Task to complete -> In the answer, transcribe exactly the lines from the beginning of the material through the line holding "position:absolute; left:30px; top:30px;", and skip every picture.
--- Data Enclosed Below ---
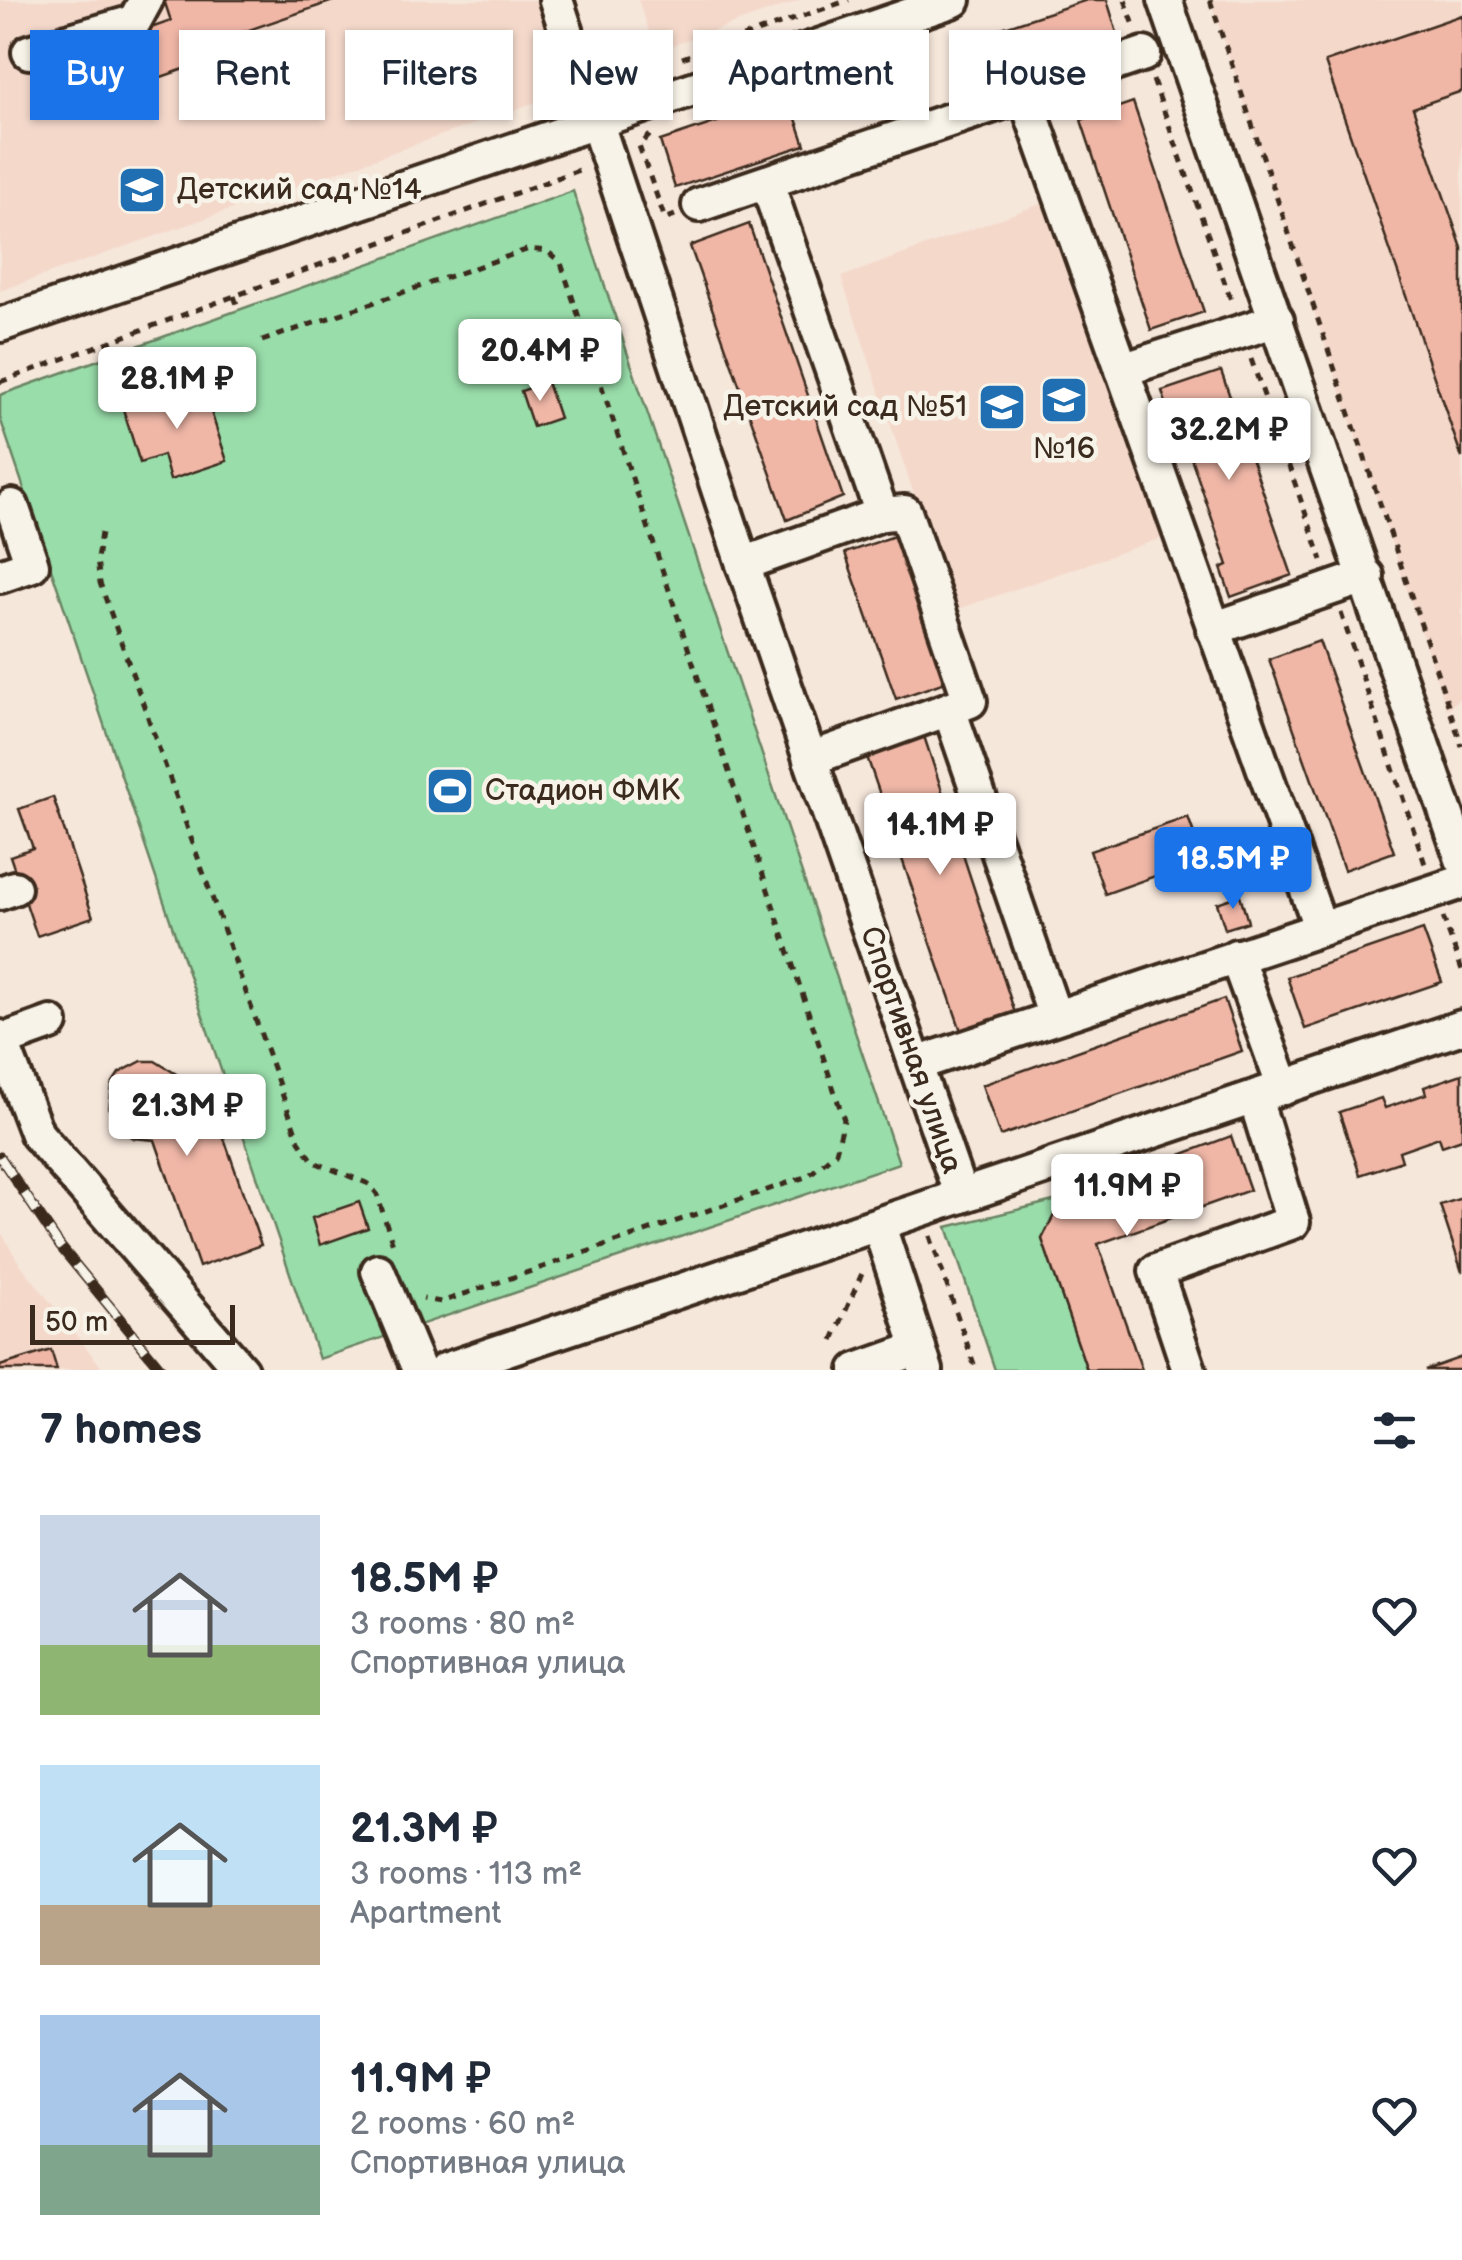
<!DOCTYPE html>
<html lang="en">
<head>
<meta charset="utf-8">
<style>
  :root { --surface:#fff; --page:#f6f6f7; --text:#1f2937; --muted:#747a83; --accent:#1a73e8 }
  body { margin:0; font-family:"Balsamiq Sans",sans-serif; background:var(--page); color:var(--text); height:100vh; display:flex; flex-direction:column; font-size:38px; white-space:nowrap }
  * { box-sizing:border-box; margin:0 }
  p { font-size:32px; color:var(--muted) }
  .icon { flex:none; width:55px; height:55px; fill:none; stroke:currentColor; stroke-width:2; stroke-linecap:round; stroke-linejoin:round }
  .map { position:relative; height:1370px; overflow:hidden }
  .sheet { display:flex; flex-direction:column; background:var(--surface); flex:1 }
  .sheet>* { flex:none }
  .hud { position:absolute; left:30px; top:30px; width:1402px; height:90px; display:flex; gap:20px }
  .scale { position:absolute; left:30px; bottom:25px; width:205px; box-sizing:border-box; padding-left:10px; border:5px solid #3b2a1e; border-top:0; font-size:28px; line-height:35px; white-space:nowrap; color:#3b2a1e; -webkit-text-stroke:8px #f7f3e8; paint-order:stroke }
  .price { position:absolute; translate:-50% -85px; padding:0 22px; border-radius:10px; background:#fff; color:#222; font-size:32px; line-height:65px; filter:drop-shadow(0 2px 5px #0008) }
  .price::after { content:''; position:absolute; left:50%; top:60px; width:30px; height:22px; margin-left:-15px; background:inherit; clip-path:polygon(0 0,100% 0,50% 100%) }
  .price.selected { background:var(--accent); color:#fff }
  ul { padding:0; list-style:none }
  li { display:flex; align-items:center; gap:30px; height:250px; padding:0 40px }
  li span { display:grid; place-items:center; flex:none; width:280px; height:200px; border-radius:0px; color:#555 }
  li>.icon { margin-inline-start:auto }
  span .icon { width:120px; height:120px; fill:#fffc; stroke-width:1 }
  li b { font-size:42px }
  h2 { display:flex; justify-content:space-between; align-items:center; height:120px; padding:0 40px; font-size:42px }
  .chip { padding:0 35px; border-radius:0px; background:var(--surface); box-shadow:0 2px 8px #0004; font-size:35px; line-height:90px }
  .chip.selected { background:var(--accent); color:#fff }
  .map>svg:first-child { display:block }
  .built { fill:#f4d9cb }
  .green { fill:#9da; stroke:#6a8464; stroke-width:2.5 }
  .building { fill:#f0b7a7; stroke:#3b2a1e; stroke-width:2.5 }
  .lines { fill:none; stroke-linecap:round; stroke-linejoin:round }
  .minor-casing { stroke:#3b2a1e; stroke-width:40 }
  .path { stroke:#3b2a1e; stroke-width:5; stroke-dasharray:8 8; stroke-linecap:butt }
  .minor { stroke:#f7f3e8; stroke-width:32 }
  .rail-casing { stroke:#3b2a1e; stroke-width:11 }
  .rail { stroke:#f7f3e8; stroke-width:8; stroke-dasharray:22; stroke-linecap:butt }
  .labels { text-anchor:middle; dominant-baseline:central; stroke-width:9; stroke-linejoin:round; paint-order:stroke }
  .poi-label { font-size:30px; fill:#3b2a1e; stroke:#f7f3e8; text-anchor:start }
  .street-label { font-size:30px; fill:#3b2a1e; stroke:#f7f3e8 }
</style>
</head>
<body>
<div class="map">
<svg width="1462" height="1370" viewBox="0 0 1462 1370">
  <rect width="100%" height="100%" fill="#f6e7db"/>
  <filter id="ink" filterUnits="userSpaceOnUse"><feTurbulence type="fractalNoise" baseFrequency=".01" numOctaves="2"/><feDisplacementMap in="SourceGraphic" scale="20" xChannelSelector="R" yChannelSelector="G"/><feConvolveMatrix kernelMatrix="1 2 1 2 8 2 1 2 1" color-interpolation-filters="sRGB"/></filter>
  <g filter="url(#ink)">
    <g class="built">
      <polygon points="0,0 538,0 570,90 0,291"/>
      <polygon points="638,0 801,0 656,51"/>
      <polygon points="1210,0 1462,0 1462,696 1447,710"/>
      <polygon points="1048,201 1165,537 953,611 841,277"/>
      <polygon points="0,1230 18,1261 104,1370 0,1370"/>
    </g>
    <g class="green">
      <polygon points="573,191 899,1163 319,1359 0,418 0,395"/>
      <polygon points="1066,1198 1042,1239 1087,1370 995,1370 947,1227"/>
    </g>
    <g class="building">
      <polygon points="164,0 336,0 188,51 193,66 72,108 59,71 74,65 71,56 171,21"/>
      <polygon points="1087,0 1107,0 1121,46 985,90 968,39"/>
      <polygon points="1462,15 1462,91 1413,108 1462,248 1462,458 1325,62"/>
      <polygon points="789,98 805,145 675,188 660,141"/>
      <polygon points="1133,102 1204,312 1151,330 1081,120"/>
      <polygon points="749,224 843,497 787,520 690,246"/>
      <polygon points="1221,371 1292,575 1231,597 1221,568 1228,565 1179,423 1173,425 1162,391"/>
      <polygon points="547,382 559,418 533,427 521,391"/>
      <polygon points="202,384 227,461 170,480 163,455 140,463 123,409"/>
      <polygon points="897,535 948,681 896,699 845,553"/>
      <polygon points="1319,641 1394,852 1344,870 1269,659"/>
      <polygon points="921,727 1015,1013 961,1031 864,748"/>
      <polygon points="53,797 93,917 37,936 10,856 33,848 19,809"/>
      <polygon points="1188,817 1203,859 1105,894 1090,851"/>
      <polygon points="1240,895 1248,922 1225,929 1217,903"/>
      <polygon points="1423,930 1442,982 1305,1029 1287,977"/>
      <polygon points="1224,999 1242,1051 1000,1136 982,1085"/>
      <polygon points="142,1061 155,1061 178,1075 188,1100 185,1115 213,1106 261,1245 199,1267 155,1140 133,1138 122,1131 109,1109 112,1084 119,1073"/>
      <polygon points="1462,1074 1462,1139 1442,1146 1439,1137 1399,1151 1402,1161 1360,1175 1339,1112 1381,1098 1385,1108 1426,1094 1424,1087"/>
      <polygon points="1231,1136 1250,1190 1098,1244 1142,1370 1087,1370 1042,1239 1062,1199"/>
      <polygon points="1462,1198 1462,1272 1440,1205"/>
      <polygon points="359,1202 368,1228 320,1245 312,1218"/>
      <polygon points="51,1350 57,1370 0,1370 0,1366"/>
      <polygon points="1462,1357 1462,1370 1425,1370"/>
    </g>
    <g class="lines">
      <g class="minor-casing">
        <g id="minor">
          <polyline points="556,0 743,564 961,1196 1462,1027"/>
          <polyline points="1165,0 1462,859"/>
          <polyline points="29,52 134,22 146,0"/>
          <polyline points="1025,96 1320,927"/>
          <polyline points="767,183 882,514 905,512 970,701 949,709 1054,1014"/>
          <polyline points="699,205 1144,54"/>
          <polyline points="0,325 954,0"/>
          <polyline points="1122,370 1277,320"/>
          <polyline points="743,564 882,514"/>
          <polyline points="0,576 32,565 12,506"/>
          <polyline points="1213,629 1367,576"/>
          <polyline points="810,759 949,709"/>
          <polyline points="0,893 14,888"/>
          <polyline points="1236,956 1284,1088"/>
          <polyline points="0,1037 37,1134 241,1370"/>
          <polyline points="1,1041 51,1023"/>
          <polyline points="916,1064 1462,882"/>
          <polyline points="879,1226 926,1370"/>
          <polyline points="378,1271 419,1370"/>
          <polyline points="445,1370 961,1196"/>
          <polyline points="857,1370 919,1348"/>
          <polyline points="1189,1370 1156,1271 1293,1222 1255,1098"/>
        </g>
      </g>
      <g class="path">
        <polyline points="1125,0 1135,28"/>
        <polyline points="1210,0 1462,746"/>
        <polyline points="682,58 849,0"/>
        <polyline points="1153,80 1233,306"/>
        <polyline points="650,135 639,146 665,219 675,215"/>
        <polyline points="234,296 239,310"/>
        <polyline points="262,341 529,249 547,251 561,263 844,1120 836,1152 808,1176 441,1302 423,1299"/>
        <polyline points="1251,359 1322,560"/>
        <polyline points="0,382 584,168"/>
        <polyline points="118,394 238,351"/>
        <polyline points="101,533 97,559 100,583 299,1141 314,1162 369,1184 377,1194 394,1248"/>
        <polyline points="1341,613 1425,864"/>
        <polyline points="1443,917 1462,970"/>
        <polyline points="930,1236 976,1370"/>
        <polyline points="833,1340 863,1271"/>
      </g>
      <use href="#minor" class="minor"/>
      <g class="rail-casing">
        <polyline id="rail" points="0,1157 60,1246 162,1370"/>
      </g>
      <use href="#rail" class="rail"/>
    </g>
  </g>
  <defs>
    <g id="school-square" transform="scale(2.5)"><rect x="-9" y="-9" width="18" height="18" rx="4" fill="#1f6fb2" stroke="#f7f3e8"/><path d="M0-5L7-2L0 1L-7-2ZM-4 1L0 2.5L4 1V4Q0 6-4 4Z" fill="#fff"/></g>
    <g id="stadium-square" transform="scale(2.5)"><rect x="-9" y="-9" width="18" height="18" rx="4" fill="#1f6fb2" stroke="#f7f3e8"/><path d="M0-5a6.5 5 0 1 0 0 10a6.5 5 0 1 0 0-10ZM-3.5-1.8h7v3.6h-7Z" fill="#fff"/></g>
  </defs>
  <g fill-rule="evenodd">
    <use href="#school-square" x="142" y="190"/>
    <use href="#school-square" x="1064" y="400"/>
    <use href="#school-square" x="1002" y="407"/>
    <use href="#stadium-square" x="450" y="791"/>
  </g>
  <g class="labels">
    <g class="poi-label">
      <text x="177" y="190">Детский сад №14</text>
      <text x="967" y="407" text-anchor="end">Детский сад №51</text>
      <text x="1064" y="449" text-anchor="middle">№16</text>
      <text x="485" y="791">Стадион ФМК</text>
    </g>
    <g class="street-label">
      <text transform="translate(911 1050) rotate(71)">Спортивная улица</text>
    </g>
  </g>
</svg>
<div class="scale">50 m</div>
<b class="price" style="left:540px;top:404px">20.4M ₽</b>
<b class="price" style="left:177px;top:432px">28.1M ₽</b>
<b class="price" style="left:1229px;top:483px">32.2M ₽</b>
<b class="price" style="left:940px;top:878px">14.1M ₽</b>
<b class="price selected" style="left:1233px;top:912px">18.5M ₽</b>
<b class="price" style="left:187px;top:1159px">21.3M ₽</b>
<b class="price" style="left:1127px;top:1239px">11.9M ₽</b>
<div class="hud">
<a class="chip selected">Buy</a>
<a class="chip">Rent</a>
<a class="chip">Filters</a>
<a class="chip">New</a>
<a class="chip">Apartment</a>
<a class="chip">House</a>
</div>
</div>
<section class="sheet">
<h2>7 homes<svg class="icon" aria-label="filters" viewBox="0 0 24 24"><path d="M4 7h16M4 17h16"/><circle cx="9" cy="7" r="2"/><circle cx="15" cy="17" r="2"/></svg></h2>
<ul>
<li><span style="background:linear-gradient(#c9d6e8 65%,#8fb573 0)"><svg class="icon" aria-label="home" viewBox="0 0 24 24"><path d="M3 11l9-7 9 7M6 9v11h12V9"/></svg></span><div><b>18.5M ₽</b><p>3 rooms · 80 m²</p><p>Спортивная улица</p></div><svg class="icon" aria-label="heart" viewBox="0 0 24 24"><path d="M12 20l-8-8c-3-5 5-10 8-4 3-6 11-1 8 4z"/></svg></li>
<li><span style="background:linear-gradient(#bfe0f5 70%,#b9a48a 0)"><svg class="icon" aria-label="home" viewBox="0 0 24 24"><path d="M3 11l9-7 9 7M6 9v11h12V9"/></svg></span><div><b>21.3M ₽</b><p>3 rooms · 113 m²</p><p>Apartment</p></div><svg class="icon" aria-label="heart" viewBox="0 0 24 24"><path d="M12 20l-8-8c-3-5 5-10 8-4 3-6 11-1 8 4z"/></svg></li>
<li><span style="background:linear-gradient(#a9c7e8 65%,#7fa58c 0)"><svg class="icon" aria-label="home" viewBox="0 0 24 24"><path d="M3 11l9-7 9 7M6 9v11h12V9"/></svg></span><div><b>11.9M ₽</b><p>2 rooms · 60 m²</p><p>Спортивная улица</p></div><svg class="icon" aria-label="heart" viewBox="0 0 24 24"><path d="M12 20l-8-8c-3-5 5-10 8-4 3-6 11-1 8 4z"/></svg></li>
</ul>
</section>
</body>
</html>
--- End of Enclosed Data ---
Output of the exercise ->
<!DOCTYPE html>
<html lang="en">
<head>
<meta charset="utf-8">
<style>
  :root { --surface:#fff; --page:#f6f6f7; --text:#1f2937; --muted:#747a83; --accent:#1a73e8 }
  body { margin:0; font-family:"Balsamiq Sans",sans-serif; background:var(--page); color:var(--text); height:100vh; display:flex; flex-direction:column; font-size:38px; white-space:nowrap }
  * { box-sizing:border-box; margin:0 }
  p { font-size:32px; color:var(--muted) }
  .icon { flex:none; width:55px; height:55px; fill:none; stroke:currentColor; stroke-width:2; stroke-linecap:round; stroke-linejoin:round }
  .map { position:relative; height:1370px; overflow:hidden }
  .sheet { display:flex; flex-direction:column; background:var(--surface); flex:1 }
  .sheet>* { flex:none }
  .hud { position:absolute; left:30px; top:30px; width:1402px; height:90px; display:flex; gap:20px }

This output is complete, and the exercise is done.